Instructions to follow ::
Search the records for the string "index", then copy each line where it appears.

[[ Given records open ]]

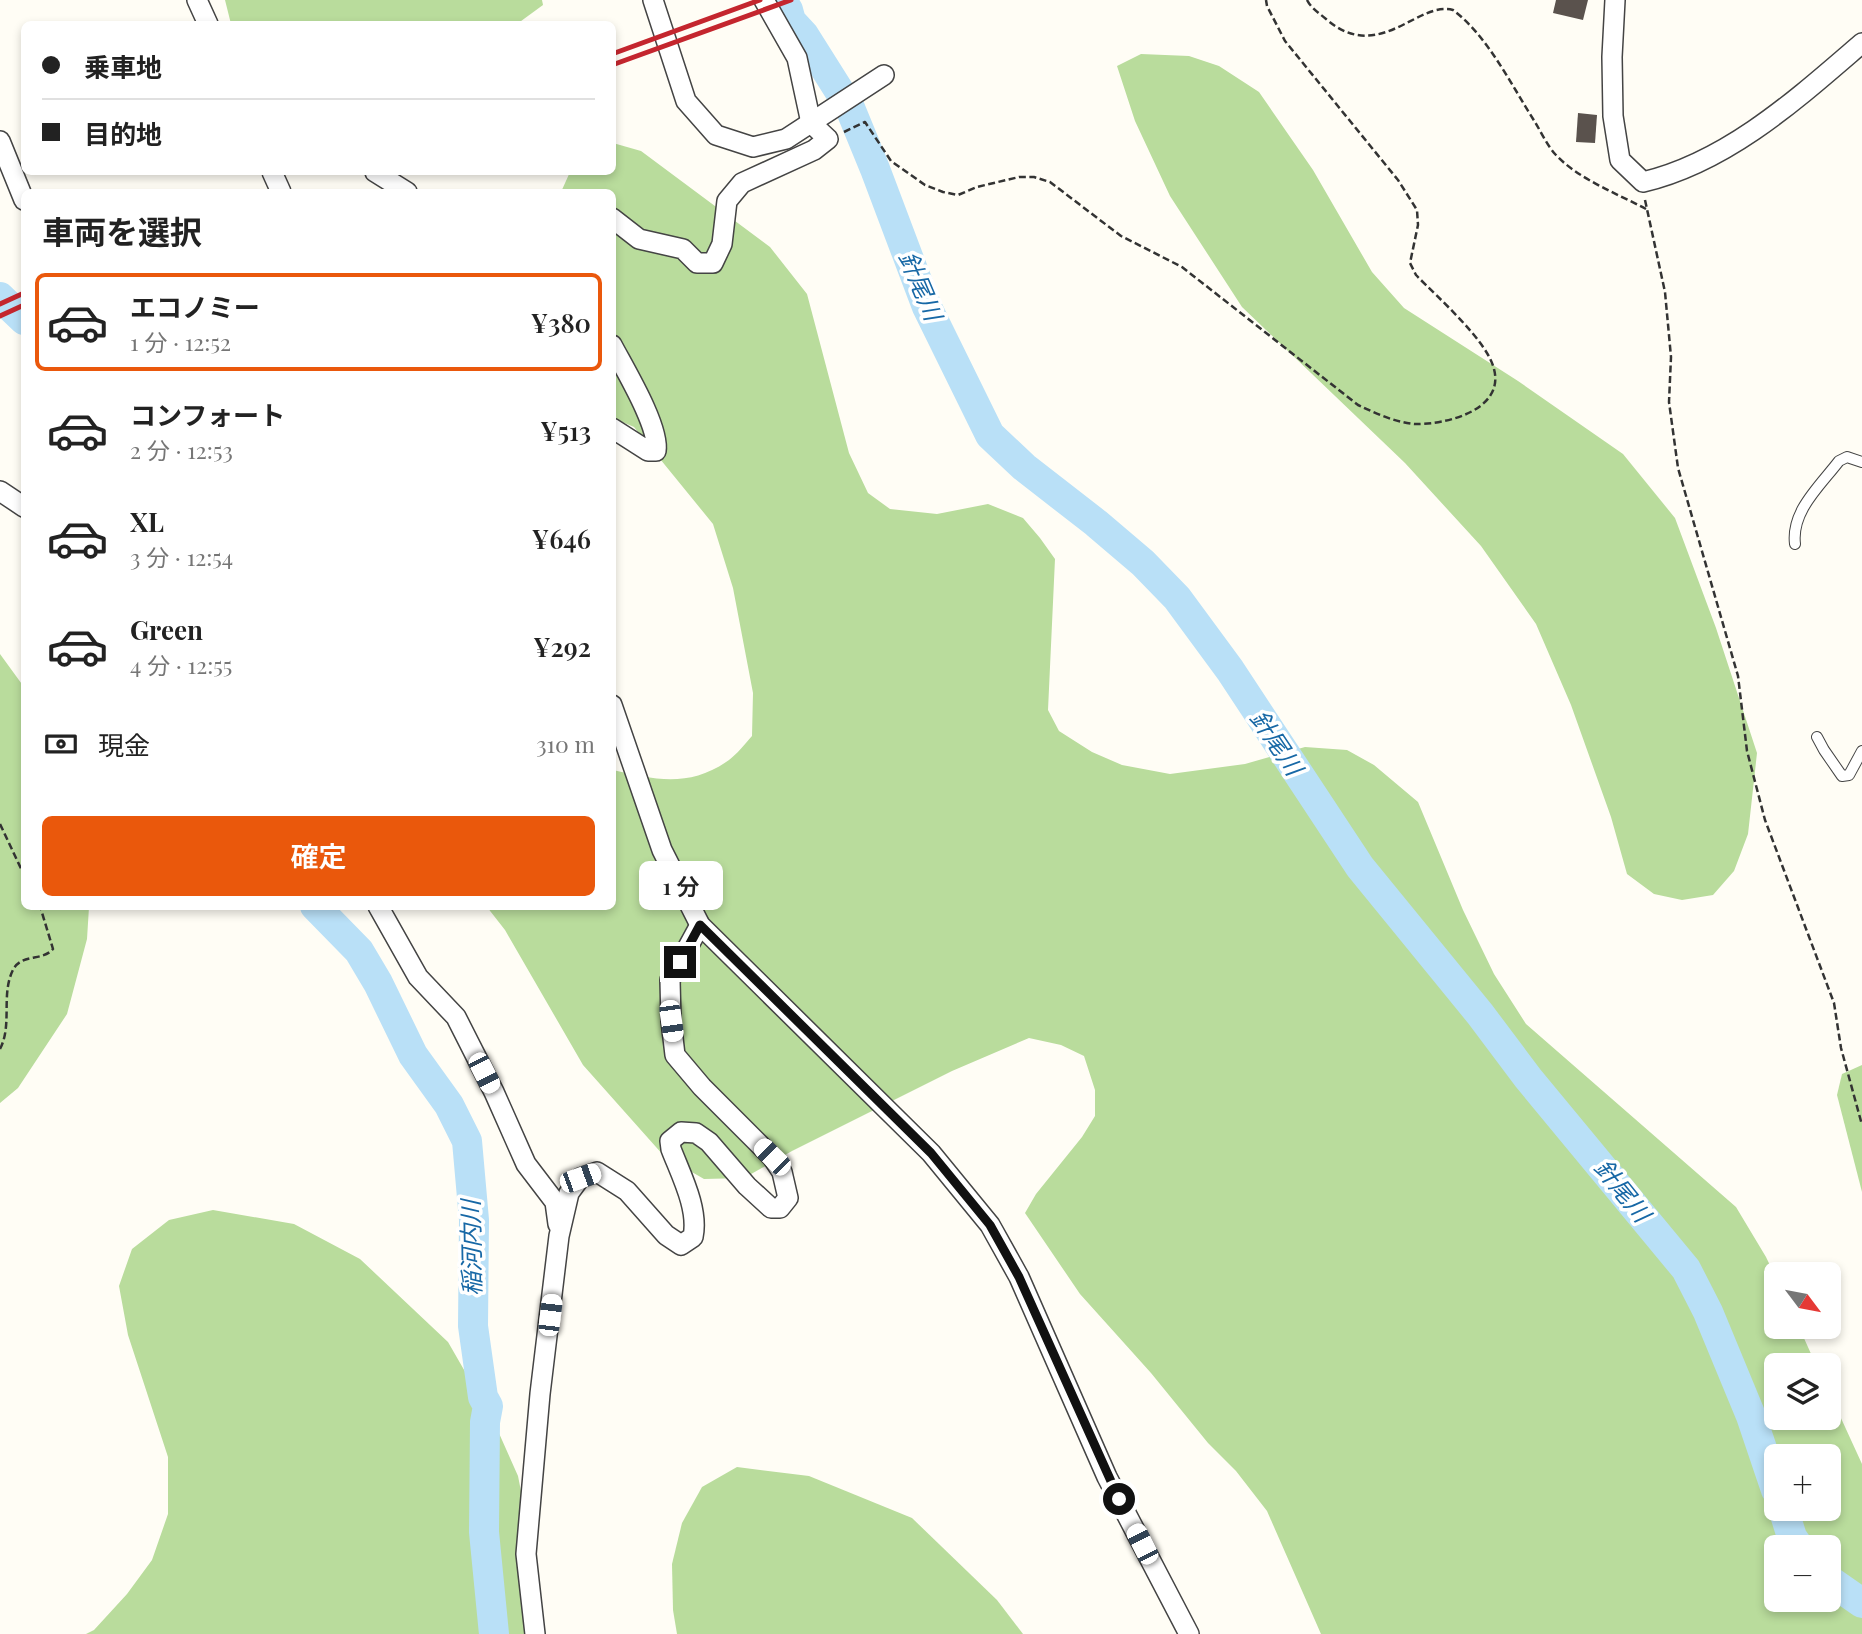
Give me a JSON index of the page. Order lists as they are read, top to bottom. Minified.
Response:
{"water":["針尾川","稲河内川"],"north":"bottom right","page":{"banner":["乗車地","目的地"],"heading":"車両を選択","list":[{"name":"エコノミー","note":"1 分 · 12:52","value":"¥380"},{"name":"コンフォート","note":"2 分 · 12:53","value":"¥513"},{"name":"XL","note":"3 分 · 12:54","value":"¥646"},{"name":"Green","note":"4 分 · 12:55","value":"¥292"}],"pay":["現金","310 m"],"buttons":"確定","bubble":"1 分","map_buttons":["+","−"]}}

[[ Given records closed ]]
[[ Given records open ]]

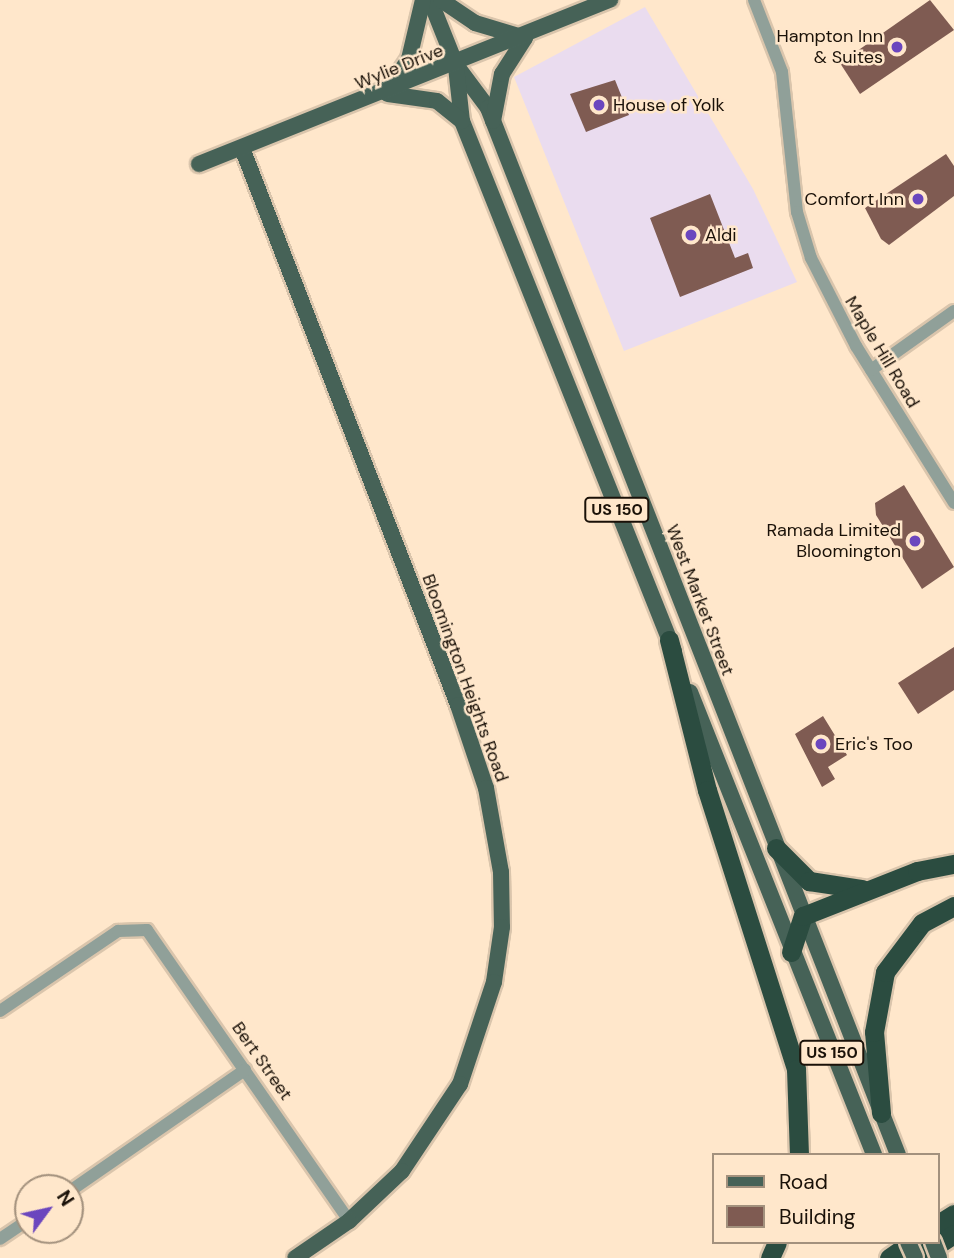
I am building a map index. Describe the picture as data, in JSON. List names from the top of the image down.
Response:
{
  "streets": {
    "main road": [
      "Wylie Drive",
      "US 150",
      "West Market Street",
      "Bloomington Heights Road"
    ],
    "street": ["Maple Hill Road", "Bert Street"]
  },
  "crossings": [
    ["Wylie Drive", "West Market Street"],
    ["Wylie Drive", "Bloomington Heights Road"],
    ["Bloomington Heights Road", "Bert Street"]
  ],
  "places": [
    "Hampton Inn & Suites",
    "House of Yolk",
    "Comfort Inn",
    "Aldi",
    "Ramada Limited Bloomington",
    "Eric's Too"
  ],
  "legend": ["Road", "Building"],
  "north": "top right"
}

[[ Given records closed ]]

Problem solution ::
Give me a JSON index of the page. Order lists as they are read, top to bottom. Minified.
I am building a map index. Describe the picture as data, in JSON. List names from the top of the image down.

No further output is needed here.